Yates is the second Louisiana chancellor to resign in the wake of a
scholarship scandal in the past fifteen months. Former Louisiana State
University (LSU) Chancellor William “Bud” Davis and his chief aide,
David “Sonny” DeVillier, resigned in the fall of 1995 after DeVillier
was found to have given some LSU chancellor’s scholarships intended for
minority students to White members of a fraternity.

Like Yates, Davis denied any involvement in the misdirected scholarship awards, but ultimately resigned anyway.

Some ten days before Yates resigned, the Southern University
chancellor was questioned by the House Education Committee about a
statewide legislative audit that was triggered by the LSU scholarship
scandal.

The problems uncovered by the legislative audit were not limited to
Southern University in Baton Rouge, but Yates’s campus was cited for
the highest number of irregular awards. Statewide, the audit found that
from $82 million to $90 million in state student aid had been
improperly awarded or had been mishandled by officials at public
universities in Louisiana during the 1995-96 academic year.

The problems at Southern University included some chancellor’s
awards that went to children of university employees, to employees
themselves, and to students with failing grades. The audit noted one
instance of an award to a Southern University student who earned only
one credit and another to a student who earned no credits at all the
entire year.

During his testimony before the House Education Committee, Yates
told lawmakers he did not know who made improper scholarship awards
under a program run through his office. However, he assured the House
Education Committee that all problems had been corrected.

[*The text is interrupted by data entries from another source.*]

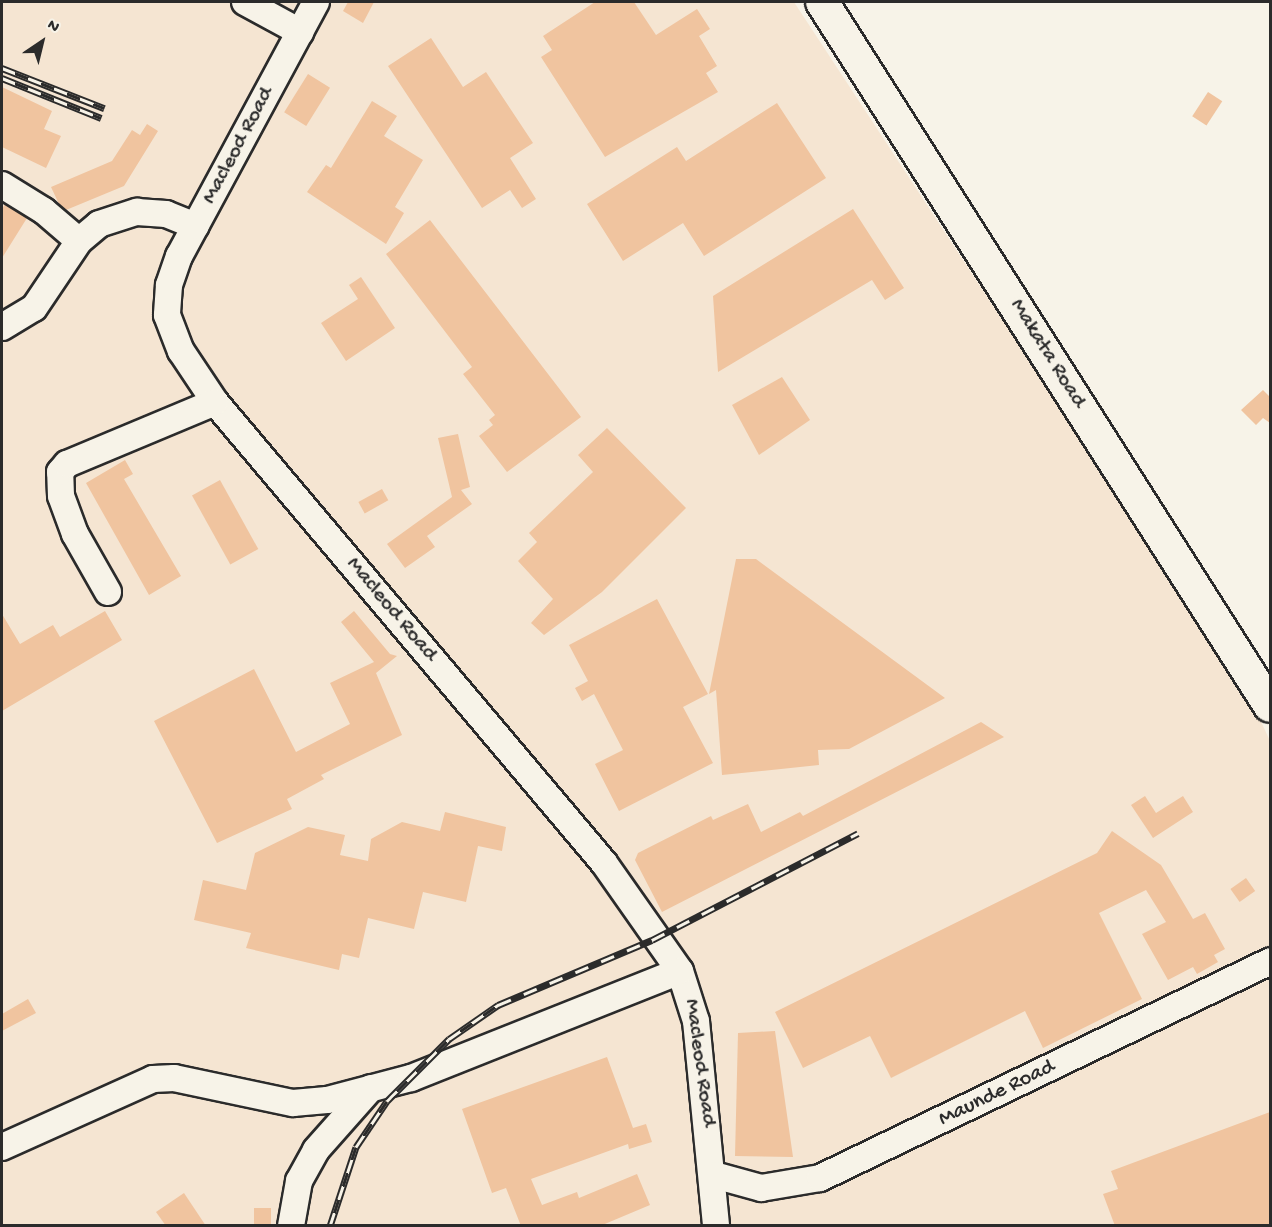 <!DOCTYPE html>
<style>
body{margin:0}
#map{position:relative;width:1272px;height:1227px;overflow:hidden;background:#f7f3e8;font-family:"Gochi Hand",sans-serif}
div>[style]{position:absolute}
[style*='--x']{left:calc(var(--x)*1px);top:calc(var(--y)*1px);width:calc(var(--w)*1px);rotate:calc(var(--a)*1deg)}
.built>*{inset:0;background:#f5e5d2}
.building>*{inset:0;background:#f0c49f;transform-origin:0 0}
.roads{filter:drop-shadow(2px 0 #2b2b2b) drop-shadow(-2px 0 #2b2b2b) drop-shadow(0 2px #2b2b2b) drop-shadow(0 -2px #2b2b2b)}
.minor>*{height:26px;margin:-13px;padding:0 13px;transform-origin:13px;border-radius:13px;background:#f7f3e8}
.major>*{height:32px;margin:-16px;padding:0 16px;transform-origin:16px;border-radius:16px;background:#f7f3e8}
.rail>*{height:7px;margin-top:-3.5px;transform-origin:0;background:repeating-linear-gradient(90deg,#f7f3e8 0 14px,#2b2b2b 0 28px);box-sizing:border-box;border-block:2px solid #2b2b2b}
span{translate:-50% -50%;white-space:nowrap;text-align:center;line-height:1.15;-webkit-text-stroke:6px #f7f3e8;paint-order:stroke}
.street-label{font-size:22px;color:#2b2b2b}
.frame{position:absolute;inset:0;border:3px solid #2b2b2b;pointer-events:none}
.north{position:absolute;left:12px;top:12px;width:60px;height:60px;-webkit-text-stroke:4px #f7f3e8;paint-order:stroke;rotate:35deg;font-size:16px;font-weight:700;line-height:24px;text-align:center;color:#2b2b2b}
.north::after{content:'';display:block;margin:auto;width:21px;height:27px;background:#2b2b2b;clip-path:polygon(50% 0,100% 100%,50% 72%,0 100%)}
</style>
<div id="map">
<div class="built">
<div style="clip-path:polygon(2px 2px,794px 2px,1250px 698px,1270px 741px,1270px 1225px,2px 1226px)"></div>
</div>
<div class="building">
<div style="clip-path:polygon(348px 2px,374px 2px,363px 23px,343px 11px)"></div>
<div style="clip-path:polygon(595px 2px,634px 2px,656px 35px,697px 9px,710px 29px,699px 36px,717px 66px,706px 73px,718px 92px,605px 157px,541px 57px,552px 50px,543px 36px)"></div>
<div style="clip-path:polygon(431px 38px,463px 87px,486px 72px,533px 143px,510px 158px,536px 199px,522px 208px,510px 190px,482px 208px,388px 66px)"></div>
<div style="left:308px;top:74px;width:26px;height:45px;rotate:32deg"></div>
<div style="clip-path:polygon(2px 87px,52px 111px,44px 129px,61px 136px,46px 168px,2px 147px)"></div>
<div style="left:1208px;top:92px;width:17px;height:29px;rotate:33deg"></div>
<div style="clip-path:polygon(372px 101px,397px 116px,384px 136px,423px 160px,395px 207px,404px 213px,386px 244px,307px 192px,326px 165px,331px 168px)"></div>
<div style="clip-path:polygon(777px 103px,826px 178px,704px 256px,683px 223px,623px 261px,587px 204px,677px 147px,686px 161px)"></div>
<div style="clip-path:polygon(147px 124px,158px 131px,124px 186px,66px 210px,59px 204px,51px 187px,112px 161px,132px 130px,140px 135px)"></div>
<div style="clip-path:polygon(5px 204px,27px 218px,2px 258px,2px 209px)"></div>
<div style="clip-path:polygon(853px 209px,904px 288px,885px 300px,872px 280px,718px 372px,713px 296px)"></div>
<div style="clip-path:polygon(430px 220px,581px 417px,507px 472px,479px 436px,493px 425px,489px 420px,495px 415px,463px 374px,472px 367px,386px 254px)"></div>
<div style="clip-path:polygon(361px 277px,395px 328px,346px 361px,321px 323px,358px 299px,349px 285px)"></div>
<div style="clip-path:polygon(782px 377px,810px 420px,759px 455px,732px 405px)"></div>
<div style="clip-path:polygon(1263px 390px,1270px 397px,1270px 423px,1263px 418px,1256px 425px,1241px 410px)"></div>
<div style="clip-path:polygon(607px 428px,686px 508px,602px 592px,544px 635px,531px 623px,553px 599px,518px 561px,537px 542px,529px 533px,593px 472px,578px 455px)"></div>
<div style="clip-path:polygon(458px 434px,470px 487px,461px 490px,472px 504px,427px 536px,435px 547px,405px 568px,387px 544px,452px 497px,438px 438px)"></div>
<div style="clip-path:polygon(125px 460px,133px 474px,124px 479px,181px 576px,149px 595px,86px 483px)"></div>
<div style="left:220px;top:480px;width:79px;height:32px;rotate:61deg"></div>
<div style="left:382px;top:489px;width:13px;height:27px;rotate:61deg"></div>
<div style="clip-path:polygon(736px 559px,756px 559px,945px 698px,849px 749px,818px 750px,819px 765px,722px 775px,716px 690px,709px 694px)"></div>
<div style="clip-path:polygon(657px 599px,708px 694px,683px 707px,713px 763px,619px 811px,595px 764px,623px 750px,594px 694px,582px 701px,575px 688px,588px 681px,569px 645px)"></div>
<div style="clip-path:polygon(105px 611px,122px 640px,2px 711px,2px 614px,20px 644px,53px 625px,60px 637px)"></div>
<div style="clip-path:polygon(354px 611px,390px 654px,397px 656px,376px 673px,402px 735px,321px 775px,324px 779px,287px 799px,292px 809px,217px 843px,154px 721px,254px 669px,296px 752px,350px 724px,330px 683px,374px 662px,341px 622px)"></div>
<div style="clip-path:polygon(981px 722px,1004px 737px,662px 912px,635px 860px,638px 853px,711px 816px,713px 820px,748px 804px,761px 832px,800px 812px,803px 816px)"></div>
<div style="clip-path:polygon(1145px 796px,1156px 813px,1183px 796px,1193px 812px,1153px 838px,1131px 805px)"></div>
<div style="clip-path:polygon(445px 812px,506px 827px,502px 851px,478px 846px,466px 902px,423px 892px,414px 929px,368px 918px,359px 958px,342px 954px,339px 970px,246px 948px,251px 933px,194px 920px,203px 880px,246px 890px,255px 853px,308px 827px,345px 835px,340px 855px,368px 861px,371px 839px,402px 822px,440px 831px)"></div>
<div style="clip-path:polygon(1112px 831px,1161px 865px,1193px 919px,1205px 913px,1225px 949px,1214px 955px,1218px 962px,1197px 974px,1193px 967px,1168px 980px,1142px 934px,1166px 922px,1146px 890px,1099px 913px,1142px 999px,1043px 1048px,1025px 1011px,891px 1078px,870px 1036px,803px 1068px,775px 1012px,1097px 853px)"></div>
<div style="left:1246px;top:878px;width:16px;height:19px;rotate:55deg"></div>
<div style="clip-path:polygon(28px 999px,36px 1013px,2px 1031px,2px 1014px)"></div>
<div style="clip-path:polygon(775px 1031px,793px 1157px,735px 1156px,738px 1033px)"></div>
<div style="clip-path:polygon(607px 1057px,633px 1128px,646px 1124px,652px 1142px,629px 1149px,628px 1144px,531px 1179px,542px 1205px,577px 1192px,579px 1198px,637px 1174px,650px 1205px,600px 1226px,521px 1226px,506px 1188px,492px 1193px,462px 1109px)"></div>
<div style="clip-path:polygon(1270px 1112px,1270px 1226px,1115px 1226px,1103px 1194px,1118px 1189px,1111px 1171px)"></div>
<div style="clip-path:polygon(184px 1193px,206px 1226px,166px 1226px,156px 1212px)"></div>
<div style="left:254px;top:1208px;width:17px;height:18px"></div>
</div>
<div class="roads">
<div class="minor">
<div style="--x:245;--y:2;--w:63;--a:28.6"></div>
<div style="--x:316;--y:2;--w:289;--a:118.3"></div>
<div style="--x:179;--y:256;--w:31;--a:109"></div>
<div style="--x:169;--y:285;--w:30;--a:94"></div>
<div style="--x:167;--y:315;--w:39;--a:69"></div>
<div style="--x:181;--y:351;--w:61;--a:56.3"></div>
<div style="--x:215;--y:402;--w:603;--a:49.84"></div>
<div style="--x:604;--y:863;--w:132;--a:54.9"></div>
<div style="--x:680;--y:971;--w:52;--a:72.3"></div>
<div style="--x:696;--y:1021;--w:206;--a:84.4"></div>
<div style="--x:2;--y:185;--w:49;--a:31.8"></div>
<div style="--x:44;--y:211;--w:46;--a:40.6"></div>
<div style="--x:2;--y:327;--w:37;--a:-31"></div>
<div style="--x:34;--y:308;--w:81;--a:-56.1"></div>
<div style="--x:79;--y:241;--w:26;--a:-40"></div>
<div style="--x:99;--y:224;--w:40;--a:-18"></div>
<div style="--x:137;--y:212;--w:29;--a:4"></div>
<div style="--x:166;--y:214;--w:32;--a:22"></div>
<div style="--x:108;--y:592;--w:67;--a:-119.6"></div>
<div style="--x:75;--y:534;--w:40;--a:-110.2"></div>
<div style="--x:61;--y:496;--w:24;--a:-92"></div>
<div style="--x:60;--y:472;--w:11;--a:-49"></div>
<div style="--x:67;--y:464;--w:160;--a:-22.7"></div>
<div style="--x:2;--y:1147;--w:166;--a:-24.2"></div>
<div style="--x:153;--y:1079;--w:21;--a:-3"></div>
<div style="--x:174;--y:1078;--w:122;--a:11.9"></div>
<div style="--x:293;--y:1103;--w:34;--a:-5"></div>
<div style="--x:327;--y:1100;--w:87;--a:-14.7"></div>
<div style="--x:411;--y:1078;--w:289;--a:-21.7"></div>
<div style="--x:714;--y:1175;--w:49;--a:15.5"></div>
<div style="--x:761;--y:1188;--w:60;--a:-9.6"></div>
<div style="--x:820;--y:1178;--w:500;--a:-25.7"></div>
<div style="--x:291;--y:1226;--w:46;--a:-79.9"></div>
<div style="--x:299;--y:1181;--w:35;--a:-61"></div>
<div style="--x:316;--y:1150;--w:83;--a:-48.4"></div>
</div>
<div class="major">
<div style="--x:822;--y:2;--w:834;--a:57.53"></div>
</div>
</div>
<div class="rail">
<div style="--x:2;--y:68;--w:110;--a:21.4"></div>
<div style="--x:2;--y:78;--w:107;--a:22"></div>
<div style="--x:330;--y:1226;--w:83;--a:-71.8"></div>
<div style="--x:356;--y:1147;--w:55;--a:-56"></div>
<div style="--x:387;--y:1101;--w:88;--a:-45"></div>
<div style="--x:449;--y:1039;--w:60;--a:-34.8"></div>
<div style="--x:498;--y:1005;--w:167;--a:-22.9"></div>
<div style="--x:652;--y:940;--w:232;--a:-27.4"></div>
</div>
<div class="street-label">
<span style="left:239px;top:146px;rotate:-62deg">Macleod Road</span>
<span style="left:1047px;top:354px;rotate:58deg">Makata Road</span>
<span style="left:391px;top:610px;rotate:50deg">Macleod Road</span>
<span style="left:699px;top:1063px;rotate:82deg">Macleod Road</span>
<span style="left:997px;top:1094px;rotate:-26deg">Maunde Road</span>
</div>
<div class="frame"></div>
<div class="north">N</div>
</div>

Legislative Auditor Dan Kyle told the committee that he found no
indication of criminal wrongdoing at Southern University or any of the
state campuses. However, Kyle said the audit was conducted on a random
sampling of state scholarships, so the problem could be more extensive
than cited in the report.

In accepting Yates’s resignation, Southern Board Chairman Joe Gant
flatly denied that Yates was asked to resign during the lengthy
closed-door session.

“The chancellor was not asked to resign. If anything, it was just the opposite,” Gant said.

But in calling the emergency board meeting the previous day, Gant
said the board intended to ask Yates for more specifics surrounding
irregular scholarship awards cited by the legislative auditor. Gant
said he had spent all week at the Baton Rouge campus examining
financial records and other documents involving a variety of issues.

The resignation accepted by the board gives Yates a leave of absence
from Dec. 19 through June 30, 1998, at his current annual salary of
$122,000. He will then receive one year of paid leave of absence as a
tenured professor, at an annual salary of $98,166. Yates will continue
to receive that salary when he returns to work in July of 1999 as a
tenured professor in Southern University’s College of Education.

After accepting Yates’ resignation, the board appointed Provost Ed
Jackson to serve as interim chancellor until the next board meeting in
January. Gant said the board will decide at that meeting how to proceed
in a search for a permanent chancellor.